Marcus Lollius Paullinus Decimus Valerius Asiaticus Saturninus (69/70 – after 134) was a prominent Roman Senator who was a powerful figure in the second half of the 1st century and first half of the 2nd century. He is also known by the shorter form of his name, Decimus Valerius Asiaticus, the same name carried by his father and grandfather.

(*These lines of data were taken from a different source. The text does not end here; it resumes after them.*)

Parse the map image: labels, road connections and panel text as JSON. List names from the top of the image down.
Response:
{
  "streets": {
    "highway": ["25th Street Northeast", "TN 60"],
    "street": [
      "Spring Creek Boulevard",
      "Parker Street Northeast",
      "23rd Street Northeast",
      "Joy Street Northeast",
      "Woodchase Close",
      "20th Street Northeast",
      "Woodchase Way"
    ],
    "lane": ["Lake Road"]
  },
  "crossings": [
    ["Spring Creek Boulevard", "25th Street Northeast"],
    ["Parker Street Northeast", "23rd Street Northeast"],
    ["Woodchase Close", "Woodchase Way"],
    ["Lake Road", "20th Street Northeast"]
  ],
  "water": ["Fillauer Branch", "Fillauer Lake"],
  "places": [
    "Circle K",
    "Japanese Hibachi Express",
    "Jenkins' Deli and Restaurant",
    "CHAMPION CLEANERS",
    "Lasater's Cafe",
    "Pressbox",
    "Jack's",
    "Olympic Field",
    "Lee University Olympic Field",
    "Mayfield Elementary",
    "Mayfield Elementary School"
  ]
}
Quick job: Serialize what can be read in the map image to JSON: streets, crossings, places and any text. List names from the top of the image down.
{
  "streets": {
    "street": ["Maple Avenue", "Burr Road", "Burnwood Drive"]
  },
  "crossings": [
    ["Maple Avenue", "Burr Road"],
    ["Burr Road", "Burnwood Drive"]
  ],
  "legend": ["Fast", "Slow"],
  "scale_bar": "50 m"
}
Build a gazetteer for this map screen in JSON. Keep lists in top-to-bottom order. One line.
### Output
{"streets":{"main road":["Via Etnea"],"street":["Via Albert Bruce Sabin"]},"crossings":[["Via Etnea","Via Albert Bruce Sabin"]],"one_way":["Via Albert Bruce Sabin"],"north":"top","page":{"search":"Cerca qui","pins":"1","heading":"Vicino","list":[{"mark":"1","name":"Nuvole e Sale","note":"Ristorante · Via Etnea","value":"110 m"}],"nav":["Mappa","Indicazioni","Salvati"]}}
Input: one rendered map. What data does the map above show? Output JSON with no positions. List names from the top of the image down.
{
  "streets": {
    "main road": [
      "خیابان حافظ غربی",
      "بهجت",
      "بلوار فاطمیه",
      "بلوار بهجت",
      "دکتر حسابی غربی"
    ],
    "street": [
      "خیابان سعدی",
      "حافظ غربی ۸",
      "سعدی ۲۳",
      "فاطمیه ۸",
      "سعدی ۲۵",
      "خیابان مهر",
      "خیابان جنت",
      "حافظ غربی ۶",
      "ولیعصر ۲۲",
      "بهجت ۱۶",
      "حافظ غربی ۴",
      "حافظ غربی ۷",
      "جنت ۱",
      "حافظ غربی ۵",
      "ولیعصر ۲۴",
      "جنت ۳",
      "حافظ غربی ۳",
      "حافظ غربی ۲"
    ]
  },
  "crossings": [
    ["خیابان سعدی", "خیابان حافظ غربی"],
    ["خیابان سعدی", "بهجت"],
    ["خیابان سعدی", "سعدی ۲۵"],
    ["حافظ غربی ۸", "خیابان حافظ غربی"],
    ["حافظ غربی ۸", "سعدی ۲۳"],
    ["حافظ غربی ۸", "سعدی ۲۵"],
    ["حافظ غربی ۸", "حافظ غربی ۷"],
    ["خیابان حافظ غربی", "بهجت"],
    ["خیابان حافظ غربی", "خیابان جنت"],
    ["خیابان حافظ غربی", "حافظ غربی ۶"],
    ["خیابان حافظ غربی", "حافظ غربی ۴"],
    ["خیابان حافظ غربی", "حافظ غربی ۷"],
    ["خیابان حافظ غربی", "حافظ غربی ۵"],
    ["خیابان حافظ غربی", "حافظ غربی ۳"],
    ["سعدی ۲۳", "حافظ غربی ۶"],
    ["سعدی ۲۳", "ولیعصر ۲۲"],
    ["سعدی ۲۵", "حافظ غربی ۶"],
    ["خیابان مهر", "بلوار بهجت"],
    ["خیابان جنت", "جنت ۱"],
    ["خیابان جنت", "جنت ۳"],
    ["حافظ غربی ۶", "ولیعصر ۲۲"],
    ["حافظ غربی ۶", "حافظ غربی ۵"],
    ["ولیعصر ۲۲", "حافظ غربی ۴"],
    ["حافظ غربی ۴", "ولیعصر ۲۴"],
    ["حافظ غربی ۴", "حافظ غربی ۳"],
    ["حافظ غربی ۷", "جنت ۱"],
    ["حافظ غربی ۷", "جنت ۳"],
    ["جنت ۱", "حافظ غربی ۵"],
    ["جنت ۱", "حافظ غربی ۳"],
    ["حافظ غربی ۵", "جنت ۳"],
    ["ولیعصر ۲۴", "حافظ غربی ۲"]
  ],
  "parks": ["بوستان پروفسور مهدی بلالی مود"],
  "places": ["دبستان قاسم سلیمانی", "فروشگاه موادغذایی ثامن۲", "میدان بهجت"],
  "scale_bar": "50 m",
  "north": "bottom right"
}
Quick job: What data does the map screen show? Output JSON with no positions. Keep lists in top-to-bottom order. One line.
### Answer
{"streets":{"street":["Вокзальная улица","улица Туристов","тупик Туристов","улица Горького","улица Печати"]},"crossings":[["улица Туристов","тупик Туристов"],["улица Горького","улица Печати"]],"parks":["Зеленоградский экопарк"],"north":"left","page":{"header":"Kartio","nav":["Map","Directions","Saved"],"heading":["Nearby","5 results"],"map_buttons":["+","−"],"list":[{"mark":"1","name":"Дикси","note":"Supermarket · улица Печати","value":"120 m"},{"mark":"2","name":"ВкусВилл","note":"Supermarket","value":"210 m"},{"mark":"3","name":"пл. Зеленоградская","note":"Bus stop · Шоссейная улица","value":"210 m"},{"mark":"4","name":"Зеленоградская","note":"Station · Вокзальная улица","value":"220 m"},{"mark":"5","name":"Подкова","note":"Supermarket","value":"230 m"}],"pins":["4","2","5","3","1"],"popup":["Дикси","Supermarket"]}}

==Family background and early life==
Saturninus was of Allobrogian and Roman ancestry. He was the son of Decimus Valerius Asiaticus and Vitellia the daughter of the emperor Vitellius from his wife Galeria Fundana. His father served as a Legatus of Gallia Belgica, and later became the governor of that province in the reign of the emperor Nero. The father of Saturninus became powerful through wealth and the skilful exploitation of imperial patronage.

The family of his father were originally from Vienna, Gallia Narbonensis. Saturninus was the grandson of the consul Decimus Valerius Asiaticus and his wife Lollia Saturnina, whose younger sister Lollia Paulina was the third wife of the emperor Caligula. Saturninus was a grandson of Decimus Valerius Asiaticus and Lollia Saturnina. The name of Saturninus reveals paternally he is related to the Valeria, and Lollia gentes.

Despite the presence of Lollii Paulini on his father's side, Olli Salomies argues that "surely the collocation of his names points to the conclusion that they are due to a (testamentary) adoption; the adopting parent may, of course, well have been a relative of the grandmother, since ... adoptive sons and fathers were in fact often closely related."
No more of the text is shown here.